▸ **Your objective**
Copy all records precisely, apart from the pictures.

───── Records to process

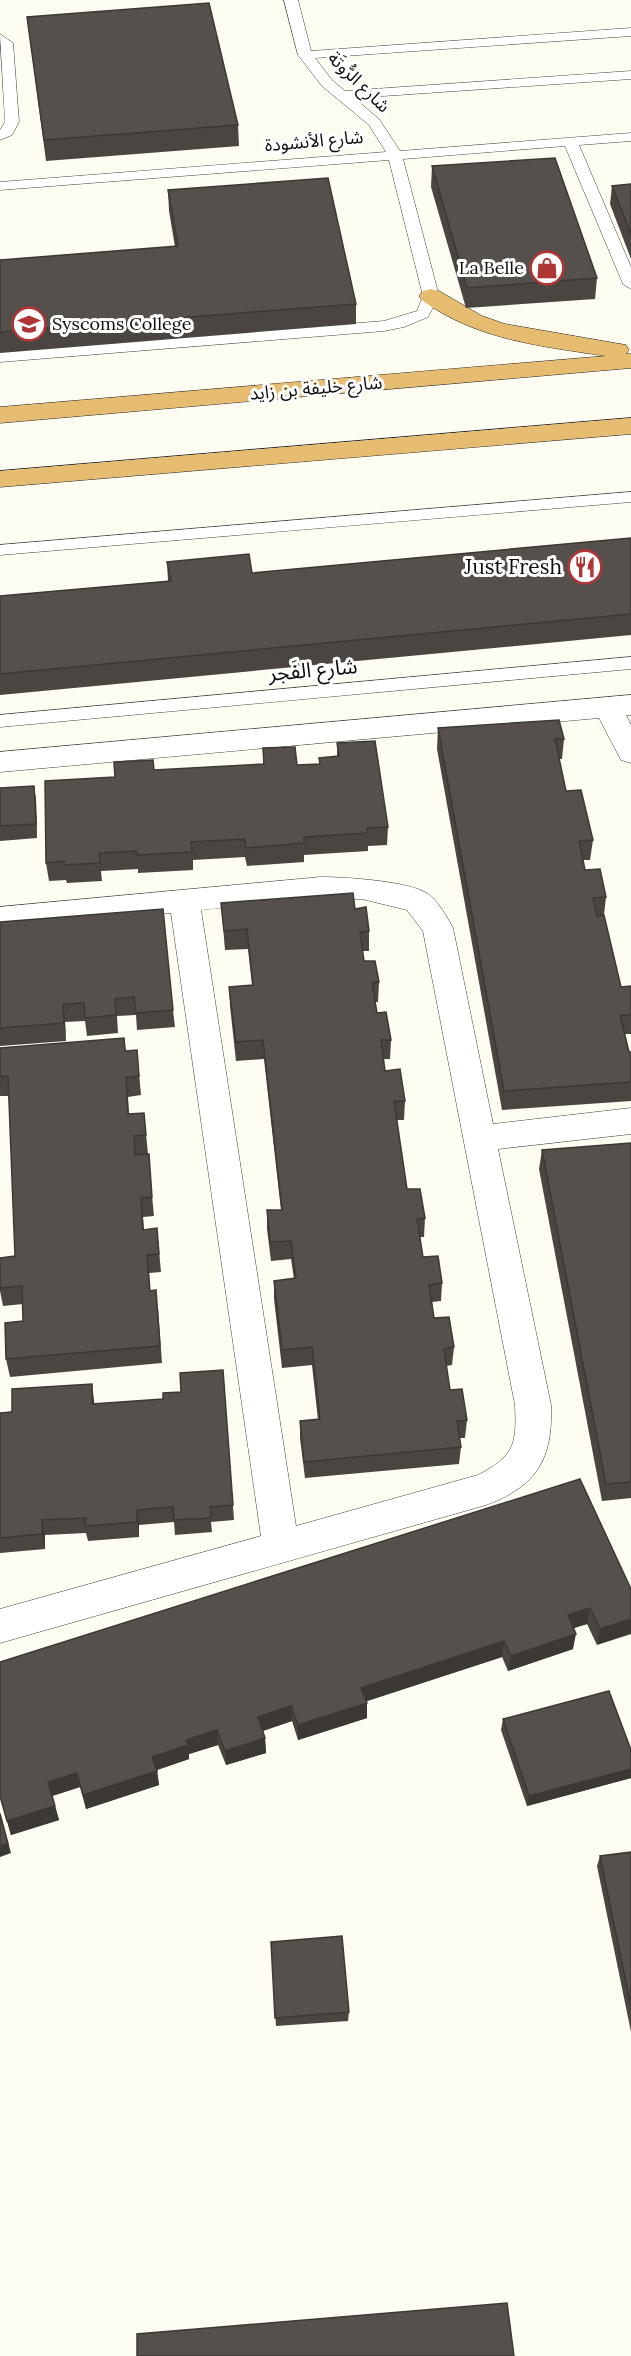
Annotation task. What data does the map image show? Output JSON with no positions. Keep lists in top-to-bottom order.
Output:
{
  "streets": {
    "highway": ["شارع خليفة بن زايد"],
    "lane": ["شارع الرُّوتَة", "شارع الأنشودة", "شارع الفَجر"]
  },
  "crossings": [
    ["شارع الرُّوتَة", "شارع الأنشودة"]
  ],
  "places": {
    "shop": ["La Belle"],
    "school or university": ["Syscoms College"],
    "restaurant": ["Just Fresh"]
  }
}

──────────

▸ **Your solution**
Annotation task. What data does the map image show? Output JSON with no positions. Keep lists in top-to-bottom order.
Output:
{
  "streets": {
    "highway": ["شارع خليفة بن زايد"],
    "lane": ["شارع الرُّوتَة", "شارع الأنشودة", "شارع الفَجر"]
  },
  "crossings": [
    ["شارع الرُّوتَة", "شارع الأنشودة"]
  ],
  "places": {
    "shop": ["La Belle"],
    "school or university": ["Syscoms College"],
    "restaurant": ["Just Fresh"]
  }
}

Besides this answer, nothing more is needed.